In fact, as stated by Jennifer Ebell, ITV Studios' Senior Sales Executive for CEE, Israel, Greece and Turkey, "the country's level of competition has notably promoted sales and adaptations on broadcast TV, as well as content sales for pay TV and DTT."

Thus, international companies such as Zodiak Media (with Being Human), FremantleMedia Entreprises (with Merlin) and Starz (with Spartacus: Blood and Sand), have all managed to register excellent sales results in Turkey

In addition, Turkey's growth has also translated onto other Arabic-speaking countries in the region. In fact, the Middle East and certain African countries are experiencing a promising economic situation, allowing them to invest in both new local channels and original productions.

Taking a look at Arabic channels alone, Nabil Kazan, an expert in the region, explained that over the last 18 months, 154 satellite networks have been launched, reaching a total of 650 across the region. Thus, close to US$ 14 million of the current ad pie (67%) have been devoted to TV channels.

As far as content production goes, 79 30-episode series have been produced in Egypt this year, which is clear proof of the country's growing entertainment industry.

TURKISH DRAMA: THE NEW DELIGHT? As a way to further highlight the importance Turkish content has in today's global entertainment industry, this year's Mipcom made special focus on the region by organizing a conference entitled "Drama Global Production Trends: Turkish Drama: The New Delight?", where renowned industry executives shared their outlook on the region's evolution.

The list of speakers included Izzet Pinto, CEO of Global Agency; Fadi Ismail, GM of O3 Productions and Group Director of Services at MBC Group; Pelin Distas Yasaroglu, Editor in Chief of Kanal D; and Kerem Catay, Vice President and Producer of Ay Yapim.

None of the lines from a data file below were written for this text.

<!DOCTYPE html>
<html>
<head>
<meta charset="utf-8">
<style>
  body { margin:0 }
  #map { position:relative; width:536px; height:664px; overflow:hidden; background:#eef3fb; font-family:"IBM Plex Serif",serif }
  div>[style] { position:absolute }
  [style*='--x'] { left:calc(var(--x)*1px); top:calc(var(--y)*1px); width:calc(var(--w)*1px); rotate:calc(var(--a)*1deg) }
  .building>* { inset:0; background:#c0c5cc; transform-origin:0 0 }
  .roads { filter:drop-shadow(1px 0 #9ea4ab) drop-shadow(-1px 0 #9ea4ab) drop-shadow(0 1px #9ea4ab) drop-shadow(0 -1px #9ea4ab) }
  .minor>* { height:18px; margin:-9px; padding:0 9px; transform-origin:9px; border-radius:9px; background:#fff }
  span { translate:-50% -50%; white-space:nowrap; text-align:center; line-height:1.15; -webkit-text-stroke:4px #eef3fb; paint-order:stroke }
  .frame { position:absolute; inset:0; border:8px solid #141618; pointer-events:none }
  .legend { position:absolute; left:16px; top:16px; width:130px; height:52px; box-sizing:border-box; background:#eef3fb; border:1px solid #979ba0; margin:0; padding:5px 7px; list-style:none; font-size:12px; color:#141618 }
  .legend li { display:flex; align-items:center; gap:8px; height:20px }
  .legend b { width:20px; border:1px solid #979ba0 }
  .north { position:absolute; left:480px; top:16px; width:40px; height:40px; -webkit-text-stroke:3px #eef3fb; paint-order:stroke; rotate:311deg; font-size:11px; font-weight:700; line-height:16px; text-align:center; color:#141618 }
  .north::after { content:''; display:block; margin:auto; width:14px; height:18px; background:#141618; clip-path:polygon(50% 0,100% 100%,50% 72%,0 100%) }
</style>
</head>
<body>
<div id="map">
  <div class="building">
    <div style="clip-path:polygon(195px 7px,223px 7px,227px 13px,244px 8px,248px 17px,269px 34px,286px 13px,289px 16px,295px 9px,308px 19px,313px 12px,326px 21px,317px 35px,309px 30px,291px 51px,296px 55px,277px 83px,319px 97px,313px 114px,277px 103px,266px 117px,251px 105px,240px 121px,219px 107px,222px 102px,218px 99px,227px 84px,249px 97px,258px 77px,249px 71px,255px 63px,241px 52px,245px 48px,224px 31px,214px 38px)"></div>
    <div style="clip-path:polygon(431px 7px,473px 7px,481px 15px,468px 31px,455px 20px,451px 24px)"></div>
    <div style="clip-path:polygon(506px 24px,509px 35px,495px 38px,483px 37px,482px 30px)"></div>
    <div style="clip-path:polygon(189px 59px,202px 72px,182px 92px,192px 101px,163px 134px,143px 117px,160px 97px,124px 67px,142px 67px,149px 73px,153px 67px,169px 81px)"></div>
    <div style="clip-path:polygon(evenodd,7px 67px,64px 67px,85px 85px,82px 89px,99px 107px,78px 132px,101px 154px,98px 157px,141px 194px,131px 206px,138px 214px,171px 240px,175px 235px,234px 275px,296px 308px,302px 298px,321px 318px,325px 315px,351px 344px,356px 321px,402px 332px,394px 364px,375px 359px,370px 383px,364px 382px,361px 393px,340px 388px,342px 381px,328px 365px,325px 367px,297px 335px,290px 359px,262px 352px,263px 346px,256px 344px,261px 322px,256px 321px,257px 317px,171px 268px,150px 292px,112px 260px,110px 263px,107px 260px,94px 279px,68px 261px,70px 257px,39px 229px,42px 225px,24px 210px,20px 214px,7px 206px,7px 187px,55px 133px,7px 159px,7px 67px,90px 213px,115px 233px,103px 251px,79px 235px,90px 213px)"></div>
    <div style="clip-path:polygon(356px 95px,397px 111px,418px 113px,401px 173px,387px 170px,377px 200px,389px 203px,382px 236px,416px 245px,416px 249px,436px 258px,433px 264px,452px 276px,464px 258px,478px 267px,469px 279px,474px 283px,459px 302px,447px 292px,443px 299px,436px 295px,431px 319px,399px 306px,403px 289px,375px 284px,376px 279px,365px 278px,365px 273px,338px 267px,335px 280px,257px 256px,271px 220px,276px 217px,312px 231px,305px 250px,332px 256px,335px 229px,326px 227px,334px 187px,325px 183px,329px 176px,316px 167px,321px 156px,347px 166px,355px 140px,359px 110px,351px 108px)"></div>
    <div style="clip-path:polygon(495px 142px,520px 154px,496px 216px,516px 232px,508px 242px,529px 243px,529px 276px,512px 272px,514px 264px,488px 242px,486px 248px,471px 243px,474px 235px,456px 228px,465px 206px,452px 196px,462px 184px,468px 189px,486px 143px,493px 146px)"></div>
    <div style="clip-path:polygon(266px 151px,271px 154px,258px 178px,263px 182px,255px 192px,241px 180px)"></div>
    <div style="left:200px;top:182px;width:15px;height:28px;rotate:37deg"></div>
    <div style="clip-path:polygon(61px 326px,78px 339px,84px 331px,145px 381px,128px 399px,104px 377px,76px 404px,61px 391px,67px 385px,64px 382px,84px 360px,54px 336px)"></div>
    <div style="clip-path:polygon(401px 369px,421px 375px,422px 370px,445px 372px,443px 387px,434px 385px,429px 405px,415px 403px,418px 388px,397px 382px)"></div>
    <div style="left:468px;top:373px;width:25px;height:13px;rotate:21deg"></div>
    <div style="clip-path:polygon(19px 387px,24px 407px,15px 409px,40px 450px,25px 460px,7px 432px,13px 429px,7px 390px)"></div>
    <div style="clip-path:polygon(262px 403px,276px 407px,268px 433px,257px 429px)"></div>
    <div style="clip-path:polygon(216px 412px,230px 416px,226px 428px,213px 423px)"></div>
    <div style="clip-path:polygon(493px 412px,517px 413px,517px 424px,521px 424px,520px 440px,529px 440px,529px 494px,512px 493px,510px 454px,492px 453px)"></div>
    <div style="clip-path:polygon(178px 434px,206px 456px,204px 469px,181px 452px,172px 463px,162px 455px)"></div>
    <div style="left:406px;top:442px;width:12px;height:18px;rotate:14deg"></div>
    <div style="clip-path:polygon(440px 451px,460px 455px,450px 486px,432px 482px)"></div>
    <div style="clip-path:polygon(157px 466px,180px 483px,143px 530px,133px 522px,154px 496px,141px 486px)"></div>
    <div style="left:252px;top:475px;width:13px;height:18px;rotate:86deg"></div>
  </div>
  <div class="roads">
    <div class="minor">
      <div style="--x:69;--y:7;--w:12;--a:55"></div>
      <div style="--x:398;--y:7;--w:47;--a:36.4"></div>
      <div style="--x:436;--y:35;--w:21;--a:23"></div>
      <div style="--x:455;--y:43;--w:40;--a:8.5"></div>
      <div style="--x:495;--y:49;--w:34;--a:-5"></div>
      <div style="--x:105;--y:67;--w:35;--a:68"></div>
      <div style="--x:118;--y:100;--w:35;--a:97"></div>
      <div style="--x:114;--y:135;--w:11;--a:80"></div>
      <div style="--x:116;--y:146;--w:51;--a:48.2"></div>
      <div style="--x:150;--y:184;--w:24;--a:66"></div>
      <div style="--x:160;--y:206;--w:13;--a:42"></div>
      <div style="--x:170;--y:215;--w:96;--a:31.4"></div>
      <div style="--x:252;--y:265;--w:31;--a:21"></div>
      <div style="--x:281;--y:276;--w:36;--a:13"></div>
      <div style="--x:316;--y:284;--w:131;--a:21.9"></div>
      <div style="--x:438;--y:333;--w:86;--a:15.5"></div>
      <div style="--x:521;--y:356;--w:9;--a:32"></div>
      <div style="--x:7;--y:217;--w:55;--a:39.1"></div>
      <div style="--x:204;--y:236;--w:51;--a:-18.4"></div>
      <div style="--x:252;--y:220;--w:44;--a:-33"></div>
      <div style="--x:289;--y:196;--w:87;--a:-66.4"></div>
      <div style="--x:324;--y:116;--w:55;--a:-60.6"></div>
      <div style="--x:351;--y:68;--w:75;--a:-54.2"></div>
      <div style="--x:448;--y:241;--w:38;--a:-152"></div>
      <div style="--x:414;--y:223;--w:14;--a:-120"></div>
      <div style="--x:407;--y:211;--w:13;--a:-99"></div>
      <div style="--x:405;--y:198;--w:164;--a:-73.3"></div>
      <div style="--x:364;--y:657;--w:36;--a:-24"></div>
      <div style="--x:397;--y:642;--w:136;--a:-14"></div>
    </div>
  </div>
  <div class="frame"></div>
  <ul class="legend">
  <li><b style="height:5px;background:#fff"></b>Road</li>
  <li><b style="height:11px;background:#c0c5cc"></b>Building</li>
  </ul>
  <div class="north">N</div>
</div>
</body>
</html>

The executives took part in this conference, addressing a series of different key topics, moderated by Nabil Kazan, President and CEO of K & Partners TV Services Inc.

Lastly, following this brief analysis of a few noteworthy regional cases, only one question remains unanswered: What's next in store for the region's local production once the highly-anticipated Arab Spring comes along?